• _The task_: Count up the lines below where the word "green" shows up, and respond with the number alone.

• _Records provided_:

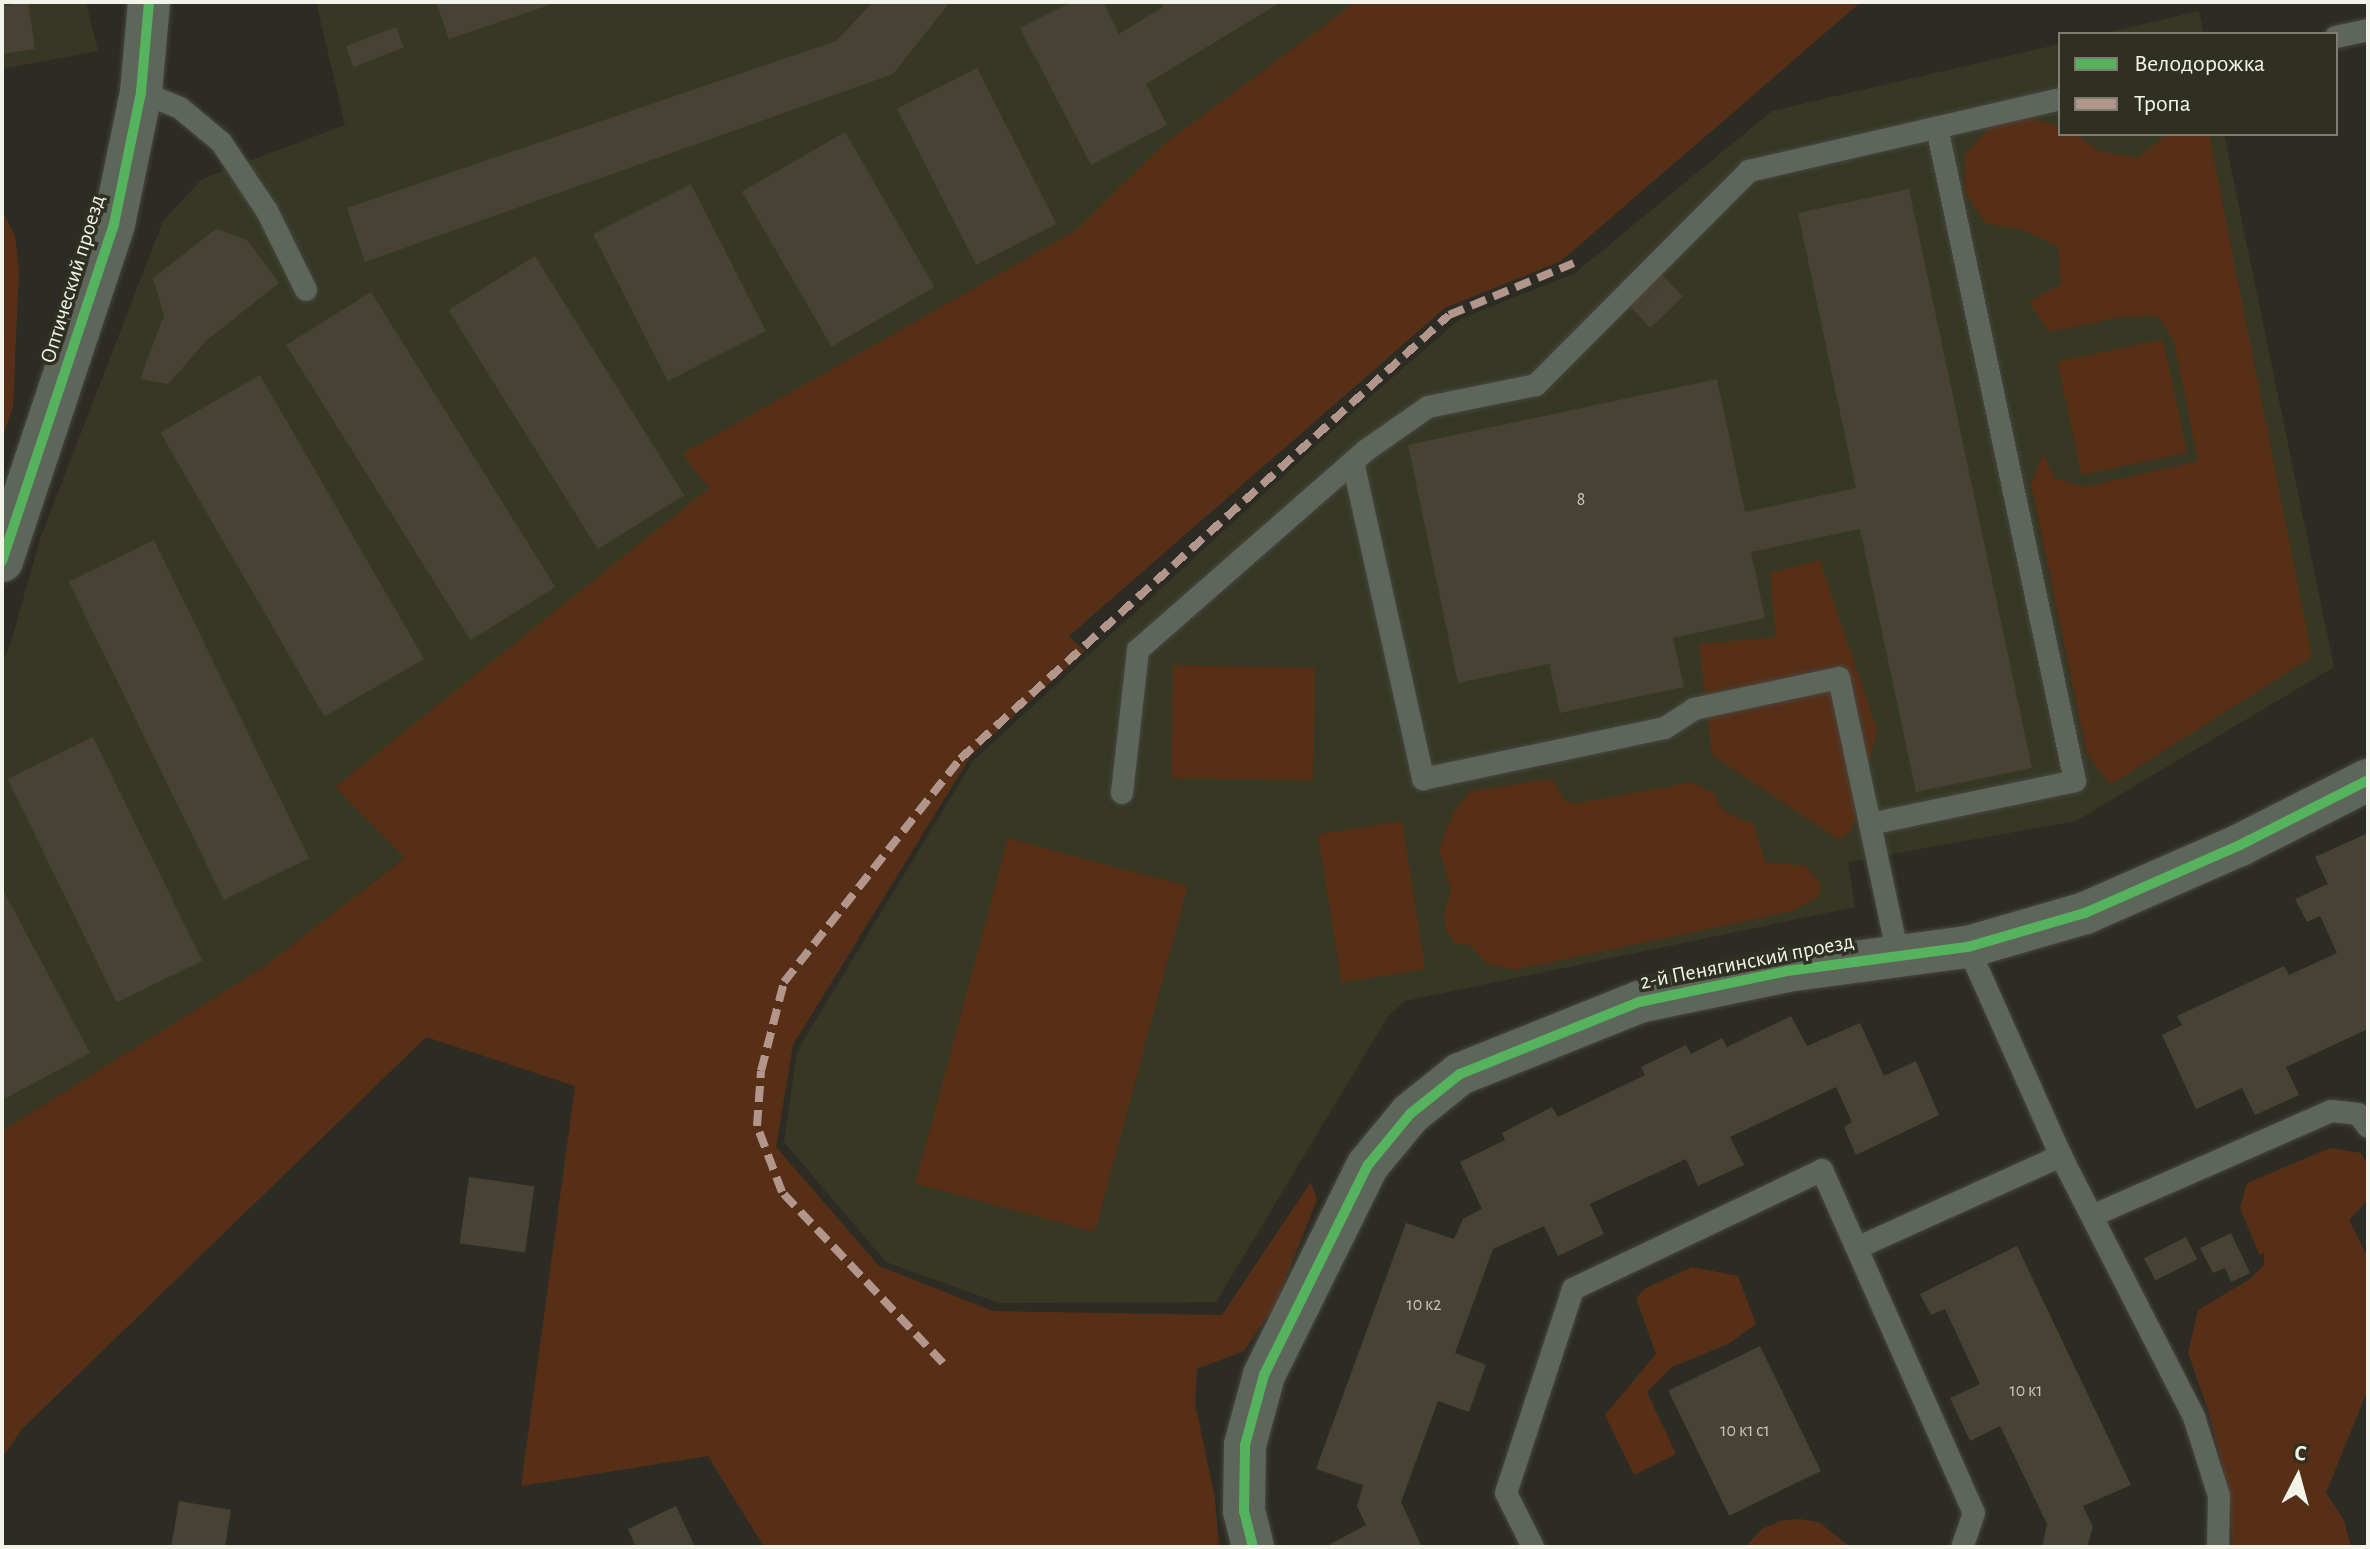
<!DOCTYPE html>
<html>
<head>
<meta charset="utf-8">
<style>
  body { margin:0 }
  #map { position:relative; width:2370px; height:1549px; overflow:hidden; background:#2c2c24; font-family:"Alegreya Sans",sans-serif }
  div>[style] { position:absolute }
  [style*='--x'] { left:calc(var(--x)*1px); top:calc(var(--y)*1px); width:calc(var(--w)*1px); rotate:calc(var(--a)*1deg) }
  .built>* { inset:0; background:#363824 }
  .green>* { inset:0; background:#572f17; transform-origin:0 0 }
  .building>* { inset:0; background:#484234; transform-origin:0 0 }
  .roads { filter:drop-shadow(0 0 2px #474740) drop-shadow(0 0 2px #474740) }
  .service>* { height:22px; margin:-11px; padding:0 11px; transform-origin:11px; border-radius:11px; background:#5e665b }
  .minor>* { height:42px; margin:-21px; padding:0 21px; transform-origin:21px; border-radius:21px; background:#5e665b }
  .quiet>* { height:8px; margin-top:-4px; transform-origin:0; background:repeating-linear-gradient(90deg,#b2968c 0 16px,transparent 0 24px) }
  .cycleway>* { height:10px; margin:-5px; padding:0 5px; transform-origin:5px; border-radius:5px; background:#56b35d }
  span { translate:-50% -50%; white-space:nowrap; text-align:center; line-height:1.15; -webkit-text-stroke:7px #2f3021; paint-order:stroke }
  .number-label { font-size:18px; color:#c8c7bc }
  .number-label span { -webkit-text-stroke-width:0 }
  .street-label { font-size:22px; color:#f2f3e9 }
  .frame { position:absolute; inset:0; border:4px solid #f2f3e9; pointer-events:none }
  .legend { position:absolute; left:2058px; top:32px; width:280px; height:104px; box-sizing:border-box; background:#2f3021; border:2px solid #7d7e71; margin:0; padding:10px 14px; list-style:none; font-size:24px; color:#f2f3e9 }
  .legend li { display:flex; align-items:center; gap:16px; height:40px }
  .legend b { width:40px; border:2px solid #7d7e71 }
  .north { position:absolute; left:2258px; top:1437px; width:80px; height:80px; -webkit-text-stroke:6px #2f3021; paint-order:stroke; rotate:6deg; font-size:22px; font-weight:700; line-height:32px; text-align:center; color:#f2f3e9 }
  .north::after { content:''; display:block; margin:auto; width:28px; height:36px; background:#f2f3e9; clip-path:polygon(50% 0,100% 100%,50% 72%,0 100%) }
</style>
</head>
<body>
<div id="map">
  <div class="built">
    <i style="clip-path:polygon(2px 2px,86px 2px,98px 51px,2px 69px)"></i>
    <i style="clip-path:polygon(316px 2px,1505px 2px,263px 968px,2px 1131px,2px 663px,9px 649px,40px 539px,163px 221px,202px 179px,345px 125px)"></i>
    <i style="clip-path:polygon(2199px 11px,2204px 34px,2102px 34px)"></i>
    <i style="clip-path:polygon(2060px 44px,2060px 134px,2224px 134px,2334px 667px,2076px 821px,1848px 862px,1855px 907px,1405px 1001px,1388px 1016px,1216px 1302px,999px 1303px,886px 1262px,784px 1142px,797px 1051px,973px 761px,1362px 404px,1460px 319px,1575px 273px,1772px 111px)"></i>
  </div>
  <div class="green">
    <i style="clip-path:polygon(1356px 2px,1861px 2px,1561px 261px,1445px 308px,1069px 636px,1085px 651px,972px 754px,793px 1045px,776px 1147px,879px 1266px,993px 1311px,1222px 1315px,1311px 1182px,1317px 1200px,1275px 1305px,1244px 1351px,1197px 1369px,1195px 1403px,1215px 1498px,1219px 1547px,764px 1547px,708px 1456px,521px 1486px,575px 1086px,426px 1037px,22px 1429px,2px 1458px,2px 1131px,262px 968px,405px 858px,335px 787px,709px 488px,682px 454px,1075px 231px,1164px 144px)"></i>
    <i style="clip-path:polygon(2028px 118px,2060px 126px,2060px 134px,2075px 134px,2099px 151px,2138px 158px,2167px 134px,2209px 134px,2312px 657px,2110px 785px,2087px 754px,2031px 484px,2043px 454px,2055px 478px,2084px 487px,2198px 461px,2174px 341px,2158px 316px,2121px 317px,2050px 332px,2028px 302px,2061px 284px,2058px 247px,2024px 230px,1985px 223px,1964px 191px,1965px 154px,1991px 126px)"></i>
    <i style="clip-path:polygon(2px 211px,15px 236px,19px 270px,13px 407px,2px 438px)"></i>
    <i style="left:2163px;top:339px;width:116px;height:108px;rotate:78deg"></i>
    <i style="clip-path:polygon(1820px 560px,1877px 730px,1852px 830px,1839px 840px,1712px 755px,1699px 644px,1776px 637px,1770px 573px)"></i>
    <i style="left:1173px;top:665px;width:142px;height:113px;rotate:1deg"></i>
    <i style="clip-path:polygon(1552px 779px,1565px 801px,1577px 803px,1692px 782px,1715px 794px,1719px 806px,1729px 814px,1754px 824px,1765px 862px,1806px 866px,1821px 885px,1819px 897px,1793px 911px,1514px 970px,1488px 964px,1469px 945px,1456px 944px,1446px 930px,1444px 915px,1451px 889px,1439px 850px,1453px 813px,1470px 791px)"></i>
    <i style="left:1402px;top:821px;width:150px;height:85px;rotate:81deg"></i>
    <i style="left:1008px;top:838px;width:186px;height:358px;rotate:15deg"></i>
    <i style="clip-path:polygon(2330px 1148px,2361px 1153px,2368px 1166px,2368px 1200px,2349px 1220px,2368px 1258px,2368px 1389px,2326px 1493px,2344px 1520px,2351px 1547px,2232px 1547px,2230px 1495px,2208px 1410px,2188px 1353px,2198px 1310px,2250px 1279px,2264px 1265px,2264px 1253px,2259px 1254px,2240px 1208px,2247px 1183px)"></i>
    <i style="clip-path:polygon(1692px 1267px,1738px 1276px,1756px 1324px,1728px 1344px,1672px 1367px,1647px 1392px,1676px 1454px,1634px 1475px,1605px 1415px,1656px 1354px,1636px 1298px,1646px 1288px)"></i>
    <i style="clip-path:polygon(1800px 1519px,1819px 1522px,1850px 1547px,1745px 1547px,1762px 1529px,1780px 1521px)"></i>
  </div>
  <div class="building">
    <i style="clip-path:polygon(28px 2px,35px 49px,2px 54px,2px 6px)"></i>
    <i style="clip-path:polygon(436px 2px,555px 2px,555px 3px,449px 39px)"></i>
    <i style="clip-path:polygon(873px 2px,950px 2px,893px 74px,365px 262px,347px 208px,836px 41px)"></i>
    <i style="clip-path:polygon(1072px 2px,1103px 2px,1119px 34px,1163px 7px,1160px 2px,1281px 2px,1146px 84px,1167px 125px,1091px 165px,1020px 28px)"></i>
    <i style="left:396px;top:27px;width:22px;height:54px;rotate:69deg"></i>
    <i style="left:977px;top:68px;width:175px;height:90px;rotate:63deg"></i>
    <i style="left:845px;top:132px;width:179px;height:119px;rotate:60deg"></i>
    <i style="left:691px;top:184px;width:165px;height:110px;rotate:63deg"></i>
    <i style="clip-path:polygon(1909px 189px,2032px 768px,1916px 792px,1860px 529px,1751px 552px,1765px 618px,1673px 638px,1684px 687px,1560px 713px,1549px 664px,1458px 683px,1408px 445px,1717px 379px,1745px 512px,1856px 488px,1798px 213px)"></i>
    <i style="clip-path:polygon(216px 229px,247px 240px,279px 283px,207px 340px,168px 384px,140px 379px,164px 315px,153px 278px)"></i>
    <i style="left:535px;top:256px;width:282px;height:102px;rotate:58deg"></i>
    <i style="left:1660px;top:273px;width:33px;height:45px;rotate:46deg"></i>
    <i style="left:371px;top:292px;width:348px;height:100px;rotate:58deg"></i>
    <i style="left:260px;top:375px;width:328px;height:115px;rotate:60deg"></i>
    <i style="left:154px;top:540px;width:354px;height:95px;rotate:64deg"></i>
    <i style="left:93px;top:737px;width:249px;height:95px;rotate:64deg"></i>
    <i style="clip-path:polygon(2368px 833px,2368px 1029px,2286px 1067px,2299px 1095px,2255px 1115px,2242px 1088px,2196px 1109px,2162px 1035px,2182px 1025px,2177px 1016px,2284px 966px,2289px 975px,2337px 953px,2320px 916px,2307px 922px,2295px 899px,2328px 884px,2315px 857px)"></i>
    <i style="clip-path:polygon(2px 888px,90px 1053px,6px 1098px,2px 1090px)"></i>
    <i style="clip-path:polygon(1791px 1016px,1807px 1046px,1860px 1023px,1884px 1076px,1916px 1061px,1939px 1115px,1856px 1155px,1844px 1127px,1852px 1122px,1836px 1087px,1730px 1137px,1744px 1165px,1722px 1175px,1698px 1186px,1686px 1159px,1590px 1204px,1604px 1234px,1558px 1256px,1544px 1226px,1493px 1249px,1455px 1353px,1486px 1365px,1477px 1389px,1469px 1412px,1438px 1401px,1401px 1502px,1422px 1547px,1325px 1547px,1366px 1525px,1357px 1506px,1363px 1485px,1316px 1469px,1406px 1223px,1454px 1239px,1463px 1219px,1482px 1209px,1460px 1162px,1505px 1140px,1502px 1133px,1552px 1107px,1558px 1117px,1645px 1075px,1641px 1067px,1686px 1045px,1691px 1054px,1722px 1038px,1727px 1047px)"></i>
    <i style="left:469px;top:1177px;width:66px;height:67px;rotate:8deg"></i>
    <i style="clip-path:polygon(2231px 1233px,2250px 1273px,2231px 1282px,2225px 1268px,2213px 1273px,2200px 1248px)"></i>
    <i style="left:2186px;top:1237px;width:25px;height:47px;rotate:63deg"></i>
    <i style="clip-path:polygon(2017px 1246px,2131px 1485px,2083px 1506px,2093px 1527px,2087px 1547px,2042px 1547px,2047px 1524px,2000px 1426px,1970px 1441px,1950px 1398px,1980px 1384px,1945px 1309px,1931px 1315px,1920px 1294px)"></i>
    <i style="left:1760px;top:1346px;width:139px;height:102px;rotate:64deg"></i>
    <i style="clip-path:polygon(179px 1501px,231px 1510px,225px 1547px,171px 1547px)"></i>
    <i style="clip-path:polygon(676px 1506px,695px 1547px,636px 1547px,628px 1529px)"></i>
  </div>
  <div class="roads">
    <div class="service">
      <i style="--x:2336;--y:37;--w:33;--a:-12"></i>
      <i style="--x:141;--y:92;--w:42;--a:22.3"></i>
      <i style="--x:180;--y:108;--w:53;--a:39.7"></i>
      <i style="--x:221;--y:142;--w:83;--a:56.3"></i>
      <i style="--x:267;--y:211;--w:88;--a:63.7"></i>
      <i style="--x:1353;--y:462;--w:325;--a:77.5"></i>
      <i style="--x:1423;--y:779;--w:247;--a:-11.9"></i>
      <i style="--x:1665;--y:728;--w:35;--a:-33"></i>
      <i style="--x:1694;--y:709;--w:148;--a:-12.1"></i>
      <i style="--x:1839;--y:678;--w:284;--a:78"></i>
      <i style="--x:1122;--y:793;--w:144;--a:-83.6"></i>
      <i style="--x:1138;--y:650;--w:302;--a:-41.2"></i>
      <i style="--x:1365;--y:451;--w:77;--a:-34.9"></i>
      <i style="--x:1428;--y:407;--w:110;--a:-11.5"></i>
      <i style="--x:1536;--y:385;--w:302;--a:-45.1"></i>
      <i style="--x:1749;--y:171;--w:319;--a:-13"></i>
      <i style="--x:1870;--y:824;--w:209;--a:-11.8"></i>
      <i style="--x:2075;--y:781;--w:668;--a:-101.92"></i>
      <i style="--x:2061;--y:1156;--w:293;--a:63"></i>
      <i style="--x:2194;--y:1417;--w:83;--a:72.4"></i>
      <i style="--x:2219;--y:1496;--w:51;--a:91.1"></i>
      <i style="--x:2092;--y:1216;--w:261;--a:-23.7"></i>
      <i style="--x:2331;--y:1111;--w:27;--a:6"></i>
      <i style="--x:2358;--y:1114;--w:16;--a:52"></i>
      <i style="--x:1859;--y:1247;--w:222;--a:-24.3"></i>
      <i style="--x:2061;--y:1156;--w:229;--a:-114"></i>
      <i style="--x:1533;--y:1547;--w:60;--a:-116.6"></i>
      <i style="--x:1506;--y:1493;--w:215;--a:-71.8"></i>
      <i style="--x:1573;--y:1289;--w:276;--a:-25.5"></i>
      <i style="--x:1822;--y:1170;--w:375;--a:66.1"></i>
      <i style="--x:1974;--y:1513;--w:36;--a:109"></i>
    </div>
    <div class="minor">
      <i style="--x:2;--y:561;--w:355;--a:-71.6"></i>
      <i style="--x:114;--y:224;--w:135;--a:-78.4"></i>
      <i style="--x:141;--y:92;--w:90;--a:-84.9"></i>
      <i style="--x:1253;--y:1547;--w:37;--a:-104"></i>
      <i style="--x:1244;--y:1511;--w:66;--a:-89.1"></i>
      <i style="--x:1245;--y:1445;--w:73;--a:-74.8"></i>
      <i style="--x:1264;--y:1375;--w:234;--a:-63.7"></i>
      <i style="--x:1368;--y:1165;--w:66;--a:-50.5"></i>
      <i style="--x:1410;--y:1114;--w:64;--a:-38.7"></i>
      <i style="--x:1460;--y:1074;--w:193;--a:-21.9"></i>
      <i style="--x:1639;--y:1002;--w:151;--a:-11.8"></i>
      <i style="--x:1787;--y:971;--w:183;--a:-7.6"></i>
      <i style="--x:1968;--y:947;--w:122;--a:-16.2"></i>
      <i style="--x:2085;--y:913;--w:169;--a:-23.7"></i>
      <i style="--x:2240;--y:845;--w:144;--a:-26.9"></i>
    </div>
  </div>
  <div class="quiet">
    <i style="--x:943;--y:1363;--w:235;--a:-133.3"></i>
    <i style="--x:782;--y:1192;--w:71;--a:-110.7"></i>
    <i style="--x:757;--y:1126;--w:55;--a:-85.8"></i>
    <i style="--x:761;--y:1071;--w:92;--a:-75.5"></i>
    <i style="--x:784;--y:982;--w:284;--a:-51.7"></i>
    <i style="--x:960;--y:759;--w:660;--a:-42.24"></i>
    <i style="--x:1449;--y:315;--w:135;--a:-22.6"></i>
  </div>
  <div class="cycleway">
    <i style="--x:2;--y:561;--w:355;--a:-71.6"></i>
    <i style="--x:114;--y:224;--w:135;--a:-78.4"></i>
    <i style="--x:141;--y:92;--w:90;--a:-84.9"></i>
    <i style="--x:1253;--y:1547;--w:37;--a:-104"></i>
    <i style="--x:1244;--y:1511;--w:66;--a:-89.1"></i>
    <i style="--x:1245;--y:1445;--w:73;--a:-74.8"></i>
    <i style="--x:1264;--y:1375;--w:234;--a:-63.7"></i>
    <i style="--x:1368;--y:1165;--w:66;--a:-50.5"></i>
    <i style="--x:1410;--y:1114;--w:64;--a:-38.7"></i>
    <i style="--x:1460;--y:1074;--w:193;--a:-21.9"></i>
    <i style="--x:1639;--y:1002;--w:151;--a:-11.8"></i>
    <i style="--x:1787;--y:971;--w:183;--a:-7.6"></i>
    <i style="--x:1968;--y:947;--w:122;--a:-16.2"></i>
    <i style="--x:2085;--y:913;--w:169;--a:-23.7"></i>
    <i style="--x:2240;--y:845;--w:144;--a:-26.9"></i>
  </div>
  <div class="number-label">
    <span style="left:1581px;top:500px">8</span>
    <span style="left:1424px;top:1305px">10 к2</span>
    <span style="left:2026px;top:1391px">10 к1</span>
    <span style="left:1745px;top:1431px">10 к1 с1</span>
  </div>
  <div class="street-label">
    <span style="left:73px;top:279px;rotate:-73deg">Оптический проезд</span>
    <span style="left:1747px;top:962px;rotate:-11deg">2-й Пенягинский проезд</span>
  </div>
  <div class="frame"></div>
  <ul class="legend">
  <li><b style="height:10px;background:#56b35d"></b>Велодорожка</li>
  <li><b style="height:10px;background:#b2968c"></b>Тропа</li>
  </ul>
  <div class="north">С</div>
</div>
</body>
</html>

• _Reply to the task_: 2